New Urbanism, which rose to popularity in the 1980s, focuses on promoting the creation and restoration of diverse, walkable, compact, vibrant, mixed-use communities. These communities have all the essential components of conventional developments, but assemble them in a more integrated fashion to form complete communities. These contain housing, places of employment, shops, entertainment, schools, parks and civic facilities that are an integral part of residents’ daily lives, all within easy walking or biking distance of each other.

The concept’s core is simple: keep your home, work and amenities close to one another to maximize efficiency and quality of life. Atlanta has been seeing a boom in these types of “live, work, play” communities, and their success has impacted nearby property values. However, as a result, residents who provide needed services at a lower pay scale are priced out of living by their workplace. This problem partly makes up another boom Atlanta has been seeing: gentrification. Though New Urbanism philosophy proposes that workplaces be within walking distance of residents, how can someone making minimum wage live alongside the Atlanta BeltLine, which has drastically changed the city? Homes that started at $100,000 three years ago are now averaging closer to $600,000, according to Atlanta Loop.
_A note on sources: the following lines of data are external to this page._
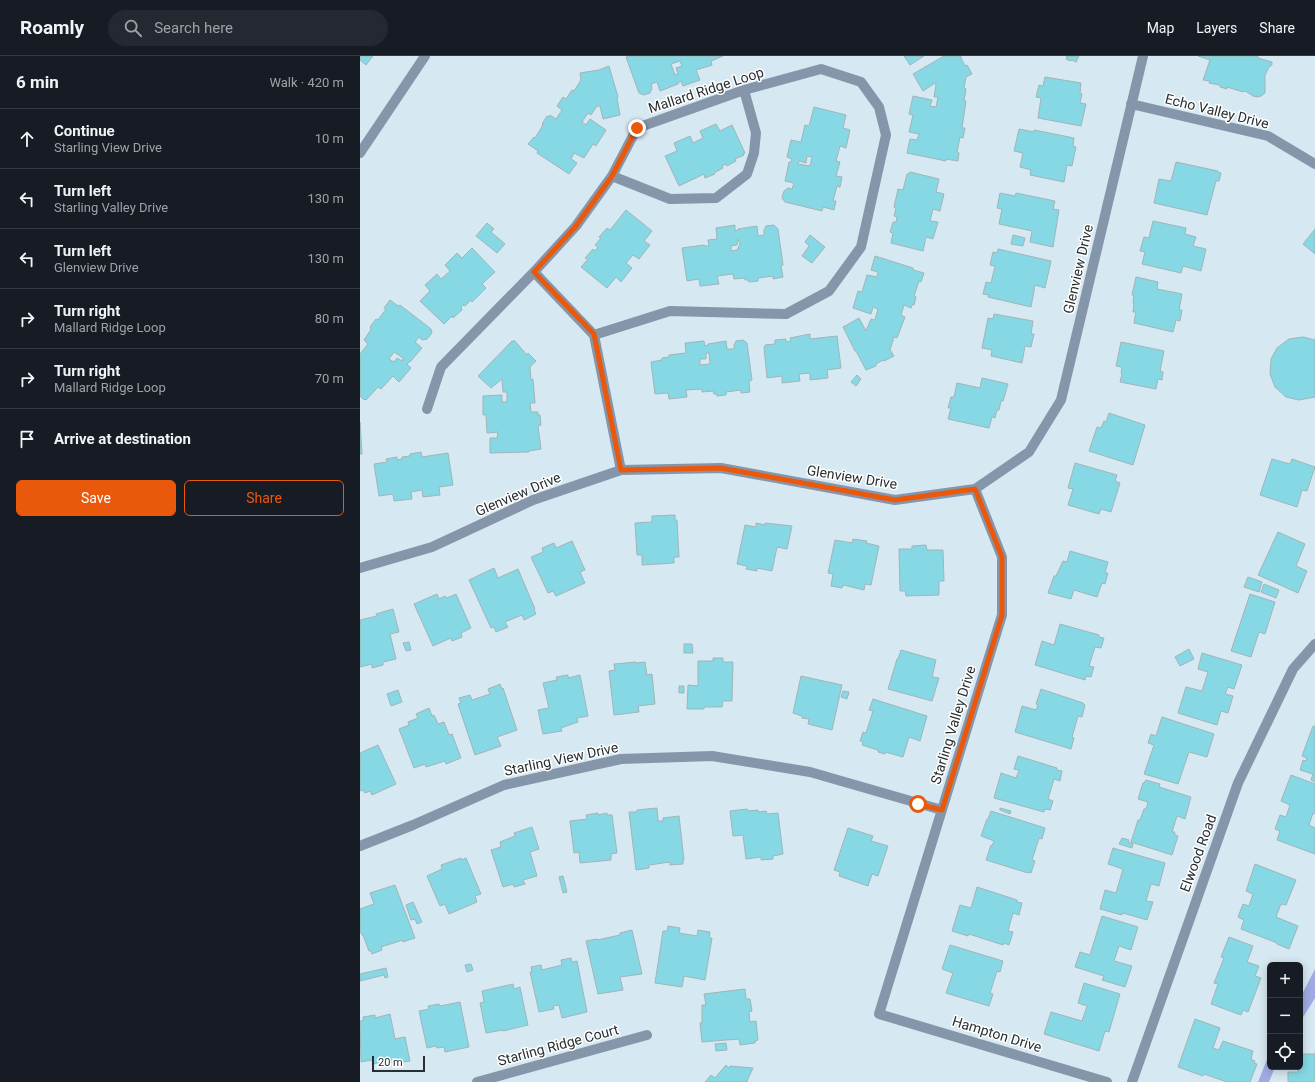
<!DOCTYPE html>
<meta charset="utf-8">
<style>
body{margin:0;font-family:Roboto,sans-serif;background:#242831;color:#f1f3f6}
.controls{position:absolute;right:12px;bottom:12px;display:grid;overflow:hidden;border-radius:6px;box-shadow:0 2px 10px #0003}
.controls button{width:36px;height:36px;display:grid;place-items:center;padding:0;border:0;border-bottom:1px solid #363941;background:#171b24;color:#f1f3f6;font:20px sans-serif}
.scale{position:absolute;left:12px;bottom:10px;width:53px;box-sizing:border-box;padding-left:4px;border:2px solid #282f32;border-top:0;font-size:11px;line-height:14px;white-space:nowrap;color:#282f32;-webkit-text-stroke:3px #fff;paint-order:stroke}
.stop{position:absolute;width:12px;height:12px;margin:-9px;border:3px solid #ea580c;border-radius:50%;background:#fff}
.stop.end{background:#ea580c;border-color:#fff;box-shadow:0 1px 4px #0008}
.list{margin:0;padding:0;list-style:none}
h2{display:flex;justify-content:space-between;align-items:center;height:52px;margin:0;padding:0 16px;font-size:17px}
h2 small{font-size:13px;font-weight:400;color:#9ea1a6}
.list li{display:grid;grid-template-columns:26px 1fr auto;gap:12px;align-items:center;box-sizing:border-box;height:60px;padding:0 16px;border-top:1px solid #363941}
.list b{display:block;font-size:15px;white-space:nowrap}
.list p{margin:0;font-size:13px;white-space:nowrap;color:#9ea1a6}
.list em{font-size:13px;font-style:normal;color:#9ea1a6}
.actions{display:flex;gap:8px;padding:12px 16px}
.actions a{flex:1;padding:9px 0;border:1px solid #ea580c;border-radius:6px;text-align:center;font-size:14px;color:#ea580c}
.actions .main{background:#ea580c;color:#fff}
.icon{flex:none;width:22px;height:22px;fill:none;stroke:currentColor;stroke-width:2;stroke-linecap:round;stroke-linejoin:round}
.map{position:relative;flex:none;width:955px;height:1026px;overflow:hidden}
header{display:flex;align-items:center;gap:24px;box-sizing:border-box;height:56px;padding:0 20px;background:#171b24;border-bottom:1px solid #363941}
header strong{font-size:19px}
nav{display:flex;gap:22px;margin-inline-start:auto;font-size:14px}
.search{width:280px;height:36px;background:#242831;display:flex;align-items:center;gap:10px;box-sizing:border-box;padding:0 14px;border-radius:22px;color:#9ea1a6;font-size:15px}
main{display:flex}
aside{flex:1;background:#171b24}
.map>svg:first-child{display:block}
</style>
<header>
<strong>Roamly</strong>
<div class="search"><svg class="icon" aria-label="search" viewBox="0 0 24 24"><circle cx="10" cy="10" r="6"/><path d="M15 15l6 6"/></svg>Search here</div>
<nav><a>Map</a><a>Layers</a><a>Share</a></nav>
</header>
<main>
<aside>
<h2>6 min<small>Walk · 420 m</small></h2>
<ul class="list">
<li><svg class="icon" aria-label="ahead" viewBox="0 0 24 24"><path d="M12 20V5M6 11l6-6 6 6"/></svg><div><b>Continue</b><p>Starling View Drive</p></div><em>10 m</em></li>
<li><svg class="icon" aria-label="left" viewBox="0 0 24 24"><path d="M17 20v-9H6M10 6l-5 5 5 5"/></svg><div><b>Turn left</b><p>Starling Valley Drive</p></div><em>130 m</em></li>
<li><svg class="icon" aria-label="left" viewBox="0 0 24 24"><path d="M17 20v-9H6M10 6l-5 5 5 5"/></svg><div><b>Turn left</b><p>Glenview Drive</p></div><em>130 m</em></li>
<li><svg class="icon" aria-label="right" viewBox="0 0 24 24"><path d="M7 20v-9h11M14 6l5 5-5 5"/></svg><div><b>Turn right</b><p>Mallard Ridge Loop</p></div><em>80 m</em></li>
<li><svg class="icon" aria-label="right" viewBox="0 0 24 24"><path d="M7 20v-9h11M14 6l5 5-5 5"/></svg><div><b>Turn right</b><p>Mallard Ridge Loop</p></div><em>70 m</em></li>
<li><svg class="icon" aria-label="arrive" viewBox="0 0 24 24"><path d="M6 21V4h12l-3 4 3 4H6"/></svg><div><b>Arrive at destination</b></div></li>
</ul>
<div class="actions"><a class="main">Save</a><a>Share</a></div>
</aside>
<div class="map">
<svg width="955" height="1026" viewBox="0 0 955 1026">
<rect width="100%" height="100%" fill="#d6e8f1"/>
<path fill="#a0aae3" d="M955,913v29l-15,24v-24z
M910,996v15h5l-6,15h-11z"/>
<path fill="#85d8e4" stroke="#a1b5b8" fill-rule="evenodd" d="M0,0h13l-7,9 -6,-5z
M269,0h94l-12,5 1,4 -16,5 4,10 -17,6 -2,-5 -3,2v1l-18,7 -3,-9 -6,2 1,4 -2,5 -6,2 -5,-2 -13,-36zM320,5l2,5 -6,2 2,6 -3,1 -4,-11z
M544,0h20l-14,9z
M584,0h17v2l4,8 2,-1 5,9 -6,3 -2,11 2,1 -2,12h2l-4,27h3l-2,10 -3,-1 -3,15 2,1 -1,8 -12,-2v2l-39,-8 3,-14 7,1 2,-6 -10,-2 4,-17 -4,-1 4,-18 19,4 -2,6 6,1 2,-10h-4l2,-12 -1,-2 -12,8 -10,-17z
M706,0h13l-3,6 -4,-2 -2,1 -4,-2 1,-2z
M838,0h60v2l14,4v3l-3,2 -4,8v18l-4,3 -4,1 -4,-1 -6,-4 -3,-1 -1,1 -16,-5v2l-7,-2v-2l-11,-2 1,-2 -7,-1 7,-20z
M249,10l9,31 -1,1 3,17 -17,4 -3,-13h-3l-6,9 -3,-2 -6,9 4,3 4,-6 16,11 -10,16 -3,-2 -9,14 -10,-5 -3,6 6,4 -8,11 -32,-21 1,-2 -10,-7 6,-7 1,1 8,-13 -1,-1 5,-8 2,1 1,-2 6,4 6,-9 -5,-4 6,-9 3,2 6,-9 2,1 7,-11 -1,-7 19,-3z
M685,21l36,6 -1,10 2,1 -2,9 6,1 -5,22 -43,-8 3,-20 -5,-1 3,-12 4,1z
M454,51l32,8 -3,13 7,2 -4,18 -6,-2 -4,15 4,1 -4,14 6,1 -2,10 -3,-1 -4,15h3l-2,9 -11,-3 -1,4 -37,-9 -3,-4 2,-7 4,-3 4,1 2,-6 -9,-2 4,-19h2l1,-3 -5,-2 4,-17 10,2 4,-17 4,1zM447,100l5,1 -2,9 -12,-2 1,-3 7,2z
M356,68l4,7 12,-6 13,28 -2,1 1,1 -9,4 1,2 -9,5 -1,-2 -4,2 1,2 -9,5 1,1 -10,4 -1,-4 -25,12 -14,-30 12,-5 -3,-8 16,-7 3,7 10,-5 -3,-7z
M659,73l15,3v-2l40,8 -1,8 3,1 -4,19 -5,-1 -3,17 -34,-7 1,-5 -11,-3 3,-14 -9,-2z
M816,106l42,9v1l3,1 -2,8h-3l-9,34 -53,-12 5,-24 12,2z
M550,116l29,7 -3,13 8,2 -4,17 -7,-2 -3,12 8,1 -5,17 -7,-2 -3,14 -32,-8 2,-10 -3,-1 3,-10h3l1,-5 -3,-1 2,-8 -2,-1 4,-18 5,1 4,-16h2z
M640,137l15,3 1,-3 39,8 -2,8 6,1 -6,37 -23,-5 2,-11 -33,-7 3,-15 -5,-1z
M266,154l26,21 -8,10 6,4 -11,14 -6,-4 -7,8 6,5 -11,14 -5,-5 -9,11 -26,-21 7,-8 -3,-1 8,-9 2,2 3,-4 -3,-2 6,-7 -2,-1 8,-9 3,2z
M793,165l33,7 -1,6 11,3 -3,9 13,3 -5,22 -18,-5 -2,7 -39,-9 3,-12 -5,-1 4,-14 5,1z
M127,167l7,6 -3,3 14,12 -8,9 -21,-17z
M375,169v6l3,-1v-1l19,-3 1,10 6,-1v-5l2,-4 8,-1 4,4 5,36 -2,1 2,11 -10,2v-3l-15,2v3l-9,1 -1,-2h-3v-2l-11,1 -1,-5 -16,2 2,8 -19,2 -1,-7 -12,2 -5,-33 22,-3 1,1h4l-1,-6 9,-1 -1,-11zM378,183l2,5 -3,6 -6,1v-5l6,-1z
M955,173v25l-12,-10z
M450,179l15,12 -13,16 -10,-7 7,-10 -4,-4z
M653,179l12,3 -2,8 -12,-2z
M112,192l23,24 -13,12 4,4 -14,14 -1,-2 -6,6 -2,-1 -2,2 1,3 -9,8 -1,-2 -8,8 -24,-23 10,-10 -5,-6 12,-11 4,5 9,-8 -5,-6 12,-12 5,5z
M638,193l53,12 -6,27 -10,-3 -4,22 -43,-10 1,-2 -6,-1 3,-12 5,1 4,-17 -5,-1 3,-13 4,1z
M515,200l38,12v2l11,3 -3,9 -2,-1 -5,15 2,1 -2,8h-2l-1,3 -7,-3 -3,10 4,2 -8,21 -3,-1 -4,13 4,6 -10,5 -1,-1 -7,4v2l-10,4 -10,-19h-1l-12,-24 16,-9 7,13 5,-12 4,1 3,-11 -5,-2 -2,7 -18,-6 5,-17 4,1 5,-17 10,2 1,-5 -7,-2z
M776,221l22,5 -1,7 25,5 -3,16h3l-2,11 -4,-1 -3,12 -39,-9 2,-11h-3l1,-9h-1l1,-8h-2z
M30,244l8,6 2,-1 31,24 1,4 -5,6 -5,1 -3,-3 -4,5 7,6 -12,14h-1l-2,2 4,4 -12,14 -6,-6 -12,13 -3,-2 -12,13 -1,-1 -1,1 -4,-4v-42l8,-10 -4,-4 6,-9 1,-3 -1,-1 6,-8 2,1 8,-11 -2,-1zM34,296l9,6 -1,3 -5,-3 -3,4 -5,-3z
M634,258l39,7 -2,13h3l-3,13 -6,-1 -3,17 -31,-7 1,-6 -10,-2 6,-30 5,1z
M450,278v5l27,-3 4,32 -14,2 1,8 -18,2v-7l-11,1 1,7 -18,2v-7l-15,2 -3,-31h1v-2l10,-1v-4l11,-1v3l5,-1 -1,-3z
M943,281l12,3v57l-16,3 -13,-3 -11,-10 -5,-13 1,-15 6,-11 12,-9z
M154,284l13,15 1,-2 8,8 -6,6 1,13 2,-1 2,24h-5l1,9h7v3h2l1,10 -3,1 3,23 -12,2v1l-39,1v-15h7l1,-6 -11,1 -1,-18h-3v-19l19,-1v7h5v-10h-4l-1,-13 -11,9 -13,-12 34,-35 1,1z
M383,284l4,3 5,37 -3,1 1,11 -9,1v-3l-15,2v3l-9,1v-2h-3l-1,-3 -11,1v-3l-16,1 1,7 -18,2 -1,-6 -13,1 -4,-32 11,-2v-2l7,-1v-2l17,-2 -1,-10 19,-2 1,5 3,-1v-1l18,-3 1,8h7v-4l2,-4zM346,297h3l1,11 -10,1v-6h6z
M761,286l43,9 -4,20 3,1 -1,8 -4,-1 -2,10 -36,-7 2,-8 -1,-1 1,-6 -6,-1z
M497,319l4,4 -5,7 -5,-4z
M622,322l26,6 -5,17h-2l-2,9h-2l-2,8 -3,-1 -3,11 -41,-9 3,-11h-3l3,-11h3l3,-14 23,5z
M749,357l36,12 -12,40 -44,-14 8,-24 4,1 3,-7 2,1z
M0,366l2,32h-2z
M61,396l1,5 26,-4 5,32 -14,2 1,8 -17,2 -1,-7 -11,2 1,7 -18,2 -1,-7 -14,2 -5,-32 13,-2 -1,-3 11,-2v3l5,-1v-2l8,-1v-2z
M912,403l18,5 2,-5 23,8 -8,24 -5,-1 -5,17 -37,-12z
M715,407l42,12 -2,6 5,2 -9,29 -10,-3 -2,5 -31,-9 5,-16 -5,-1z
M315,459v5h2l2,37h-5v6l-32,2v-10h-5l-2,-32 17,-1v-6z
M396,467l9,2v-2l27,3 -5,23 -10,-2 -5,24 -15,-3v3l-11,-2 1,-3 -10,-2 8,-39 11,2z
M918,476l27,12 -9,22 11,5 -9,22 -40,-18z
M493,483l14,2 -1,2 13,3 -8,39 -6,-1 -1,6 -21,-5 -1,3 -11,-2 2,-12 -5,-1 7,-33 17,3z
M212,485l13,29 -5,2 5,11 -29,13 -3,-5 -5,2 -17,-36 12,-5 -1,-4 12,-5 2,5z
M566,489l1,5h16l1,31h-5v14l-33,1 -1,-5h-5l-1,-42h13v-3z
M710,495l38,11 -3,11h3l-3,11 -3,-1 -5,14 -23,-7 -3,9 -23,-6 6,-17h2l7,-15 4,1z
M134,512l4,10 20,-9 17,40 -1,1 2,4 -12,6 -2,-5 -17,7 3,5 -12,5 -2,-5 -3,1 -22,-48z
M888,521l14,5 -3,10 -15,-5z
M904,528l15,6 -3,8 -15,-6z
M77,538l2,5 6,-3 2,2 9,-4 15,34 -10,5 1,4 -10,4 -1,-3 -18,8 -19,-42z
M890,538l25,8 -10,32 -6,-2 -8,25 -20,-6z
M33,553l6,23 -9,2 6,25 -13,3v3l-11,3v-4l-12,3v-41l1,-1 -1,-5 17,-4 -1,-2z
M700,568l39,11v2l5,1 -3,10 -6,-1 -6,19 5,1 -3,10 -5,-1 -1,4 -50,-15 7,-24 12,4z
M49,586l2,8 -5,1 -3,-8z
M324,588h8l1,9h-9z
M829,593l5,10 -14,7 -5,-9z
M541,594l35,10 -4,17 7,1 -7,23 -44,-12 9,-30h1z
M842,597l40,12 -8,24 -6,-2 -3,7 8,2 -5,17 -7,-2 -4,14 -39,-12 8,-26 16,4 6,-19 -10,-3z
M353,602h10v4h10l-1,39h-9l-1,6h-18v2h-17l1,-24 10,1v-25h15z
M276,606v1l9,-1 2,13 5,-1 3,30 -17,2 1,6 -25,3 -5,-44 6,-1 -1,-6z
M208,619v3l12,-3 8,41 -11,2 1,4 -17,6 1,3 -19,3 -5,-24 11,-2 -6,-25 14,-3 -1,-3z
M441,620l41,9 -10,45 -24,-6 1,-5 -7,-1v-2l-9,-3z
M140,628l2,5 1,-1 14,42 -20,7 4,9 -26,9 -17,-51 3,-1 -2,-5 11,-3 2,5 18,-6 -2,-5z
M319,630h5v7h-5z
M681,633l42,14v1l2,1 -3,12 -4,-1 -6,21 2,1 -3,11 -56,-17 7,-26 14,4 2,-5 -2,-1z
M38,634l4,12 -11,4 -4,-12z
M483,635l6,1 -2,7 -6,-2z
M513,643l54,17 -7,25 -11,-4 -6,20 -18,-5v2l-7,-2v-2l-16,-5 1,-3 -3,-1 3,-9 3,1 7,-22 -4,-1z
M69,652l3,8 2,-1 4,9 6,-2 5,13 3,-1 9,24 -15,6 -1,-3 -19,6 -1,-3 -11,4 -15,-39 10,-4 -1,-3 10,-4 -2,-4z
M802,661l52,17 -7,23 -18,-5 -11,32 -34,-10 10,-29 -6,-2 3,-9 5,2z
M953,670l2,1v55l-4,-2 2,-6 -13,-4 3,-10 3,1 1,-3 -5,-2z
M18,689l18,39 -24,11 -2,-4 -5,2 -2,-3 -3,1v-38z
M658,700l39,12v2l5,1 -2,10 -6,-2 -6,20 5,2 -3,9 -5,-1 -1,3 -50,-14 7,-25 15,5 3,-8 -5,-1z
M931,719l24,9v30l-2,-1 -4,12 6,3v26l-38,-14 3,-9 -5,-2 5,-14 6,2 4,-12 -9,-4z
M786,724l14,4 -1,3 32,10 -6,22 -8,-3 -5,16h3l-1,2 4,2 -6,19 -41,-13 7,-22h2l4,-11h2l2,-7 -10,-3 5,-16h1z
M297,752l1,13h5v-3l16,-2 5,44h-1v4l-13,1v-3l-21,3v3l-13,2 -7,-58h8v-2z
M640,752l11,3 -1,3 -10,-4z
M387,753l1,2 10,-1v2l8,-1 1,3 11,-1 5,41 -10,2v3l-12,1v-3l-15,2 -3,-24 -10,1 -3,-25z
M631,755l54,17 -3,11 -3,-1 -7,22 3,1 -4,12 -2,-1 -1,1 -42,-13 5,-15 1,1 2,-5 -13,-5 6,-17h1z
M238,757v2l9,-2v2h5l5,38 -6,1v6l-31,3 -1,-11 -5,1 -4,-32 17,-2 -1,-4z
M172,771l7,22 -9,3 7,24 -14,4 2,4 -11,3 -1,-3 -10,3 -12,-37 10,-3 -1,-5 15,-6 -1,-3z
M488,772l25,8 -2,5 17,5 -10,30 -6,-2 -4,12 -29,-10 1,-4 -6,-2z
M762,782l7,2 -1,2 5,2 -1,4 -13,-4z
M753,792l52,15 -6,23 -8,-2 -5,17 7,1 -6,18 -24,-7 -1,2 -22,-6 5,-19 11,3 7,-24 -15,-5z
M101,802v2l5,-2 15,36 -6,2 2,6 -28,12 -4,-10 -5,2 -13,-30 15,-7 -1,-4z
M895,808l41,16 -10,25 -5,-1 -5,13 22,9 -9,23 -12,-5v-1l-36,-14 3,-9 -6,-3 5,-13 6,2 4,-12 -7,-3z
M203,820l4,16 -4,1 -4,-16z
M35,829l20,53 -12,4v-2l-22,7 1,3 -10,4 -1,-3h-2l-6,-16h-1l-2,-4v-22l14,-5 -4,-11z
M617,831l40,13v2l5,1 -3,12 -6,-2 -5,18 5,1 -4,13 -5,-2 -1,2 -34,-11 -1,2 -16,-5 8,-26 11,3z
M53,846l9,20 -5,2 -2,-5 -4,1 -5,-15z
M742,860l36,11 -7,23 -12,-4 -5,15 18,5 -7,21 -23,-7 2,-4 -29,-9 5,-15 10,3z
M308,870l12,2 -1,5 18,3 1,-6 12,2 -1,6h3l-7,42 -21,-4 -2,11 -27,-4 8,-52h4z
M272,874l10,44 -22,3 3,13 -25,4 -12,-53 11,-2v1l23,-5v-2z
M869,881l24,9 -6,16 12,4 -4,10 6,2 -13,34 -5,-2 -2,5 -30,-11 7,-20 -4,-1 10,-25 -3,-1z
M590,889l53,16 -3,11 -3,-1 -7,22 3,1 -4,12 -43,-13 7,-20 -11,-4z
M211,902l1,4 5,-1 10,51 -25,6 -3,-13 -6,1 1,3 -15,3 -9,-40h2l-1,-5 10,-2 1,5 20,-5 -1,-5z
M111,908l2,6 -6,2 -2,-7z
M26,912l2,9 -3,1 -1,-3 -24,6v-7z
M724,927l36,11 -11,38 -4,-1 -6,20 -55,-17 7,-22 31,9 5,-15 -9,-3z
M153,928l1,5 6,-2 8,38 -25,6v-1l-17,3 -6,-30 4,-1 -2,-11z
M385,933l1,10h4l2,12 -3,1 1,10 6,-1 2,19 -3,1v2l-15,2 -1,-6 -37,3 -2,-19h2v-18h4l-2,-11z
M100,946l9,45 -24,5 -1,-5 -7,1 -1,-2 -9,2 -8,-37 10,-2 -1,-3 11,-2 1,2z
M30,958l5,25 10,-2 5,24 -17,3v-2l-11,2 -1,-2 -8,2 -1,-4 -11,2 -1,-41 4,-1 -1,-3 12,-2v3z
M835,963l25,9 -7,20 6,2 4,-9 30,10 -2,8 4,2 -1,2 3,1 -7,18h-23l-23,-8 -1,2 -25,-9z
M366,987l1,7 -11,1 -1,-7z
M940,998h15v28h-27v-10h10v-5h2z
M366,1009l3,3 1,-2 23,2 -6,13 1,1h-43l6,-7 4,3z"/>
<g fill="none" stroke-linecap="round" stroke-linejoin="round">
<path stroke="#8596ab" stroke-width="10" d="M771,48l137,32 47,28
M0,97l65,-97
M252,120l58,23 46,-1 31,-24 7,-21 2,-20 -12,-43
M234,279l76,-24 116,3 43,-23 32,-44 25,-112 -7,-28 -18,-25 -40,-13 -77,21 -107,38 -25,48 -36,50 -42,46 60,63 27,135
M67,353l14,-42 93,-95
M615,433l27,68v58l-123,399 228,68
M0,512l72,-21 101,-47 88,-30 100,-2 174,32 80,-11 54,-37 32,-52 82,-344
M0,790l53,-21 91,-40 117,-26 91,-3 98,16 132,38
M117,1026l170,-47
M772,1026l106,-299 55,-114 22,-25"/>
</g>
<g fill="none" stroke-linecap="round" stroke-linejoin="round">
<path stroke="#ea580c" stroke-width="5" d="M277,72l-25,48 -36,50 -42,46 60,62 27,136 100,-2 174,32 80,-11 27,68v58l-60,195 -24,-6"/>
</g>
<g text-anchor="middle" stroke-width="3" stroke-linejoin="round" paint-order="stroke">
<g font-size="14" fill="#282f32" stroke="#fff">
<text transform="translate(346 34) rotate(-18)" y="5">Mallard Ridge Loop</text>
<text transform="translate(857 55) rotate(14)" y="5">Echo Valley Drive</text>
<text transform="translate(718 213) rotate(-77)" y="5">Glenview Drive</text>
<text transform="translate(492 421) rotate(9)" y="5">Glenview Drive</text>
<text transform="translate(158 438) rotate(-23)" y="5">Glenview Drive</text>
<text transform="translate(593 669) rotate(-73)" y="5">Starling Valley Drive</text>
<text transform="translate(201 703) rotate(-12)" y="5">Starling View Drive</text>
<text transform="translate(838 797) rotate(-70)" y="5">Elwood Road</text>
<text transform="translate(637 978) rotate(17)" y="5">Hampton Drive</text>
<text transform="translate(198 989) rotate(-15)" y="5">Starling Ridge Court</text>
</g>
</g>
</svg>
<div class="controls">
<button>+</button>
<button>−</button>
<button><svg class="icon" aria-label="locate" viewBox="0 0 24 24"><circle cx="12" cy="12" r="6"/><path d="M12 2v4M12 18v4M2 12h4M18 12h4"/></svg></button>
</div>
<div class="scale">20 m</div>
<div class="stop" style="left:558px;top:748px"></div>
<div class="stop end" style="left:277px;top:72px"></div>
</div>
</main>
Last year, the visionary and founding member Ryan Gravel left the organization responsible for developing the former railway corridor. He has consistently reiterated his departure is due to the lack of affordable housing along the development. There are pragmatic solutions to help gentrification, which align with the New Urbanism. One of the most promising solutions is minimum allocations of affordable housing. Unfortunately, these solutions sometimes come with a stigma and are often underutilized.

While an affordable housing unit doesn’t provide a developer as much profit as a standard housing unit, it is supplemented by tax breaks and other government incentives to help counter the loss. The major issue with affordable housing is with residents unfamiliar with such projects. Affordable housing residents have long been labeled as members of an urban “underclass.” By deconcentrating poverty and integrating these housing residents into mixed-income communities where their residences are indistinguishable from those of their higher-income neighbors, some policymakers hope that the stigma these residents have experienced will be reduced or eliminated. Unfortunately, a study done by the University of Chicago suggests this integration has in fact had the opposite effect. The negative response of higher-income residents, along with stringent screening and rule enforcement, amplifies the sense of difference felt by many residents. It’s clear that education is desperately needed to assure residents that integration is beneficial to all and necessary to create equity in our New Urbanism developments.

So here we are trying to make New Urbanism a win-win situation for everyone. We want to alleviate traffic by having people live closer to their work and play. At the same time, we want to make sure everyone is afforded these privileges, and no one is being priced out of these highly desired live, work, play developments. We as a city must willingly begin to become more exposed to and educated about the benefits of integrated affordable housing. If not, a true New Urbanist development for all will never be viable. Until we reach the ideal, equitable developments, I’ll be right there with you, slowly rolling down the highway.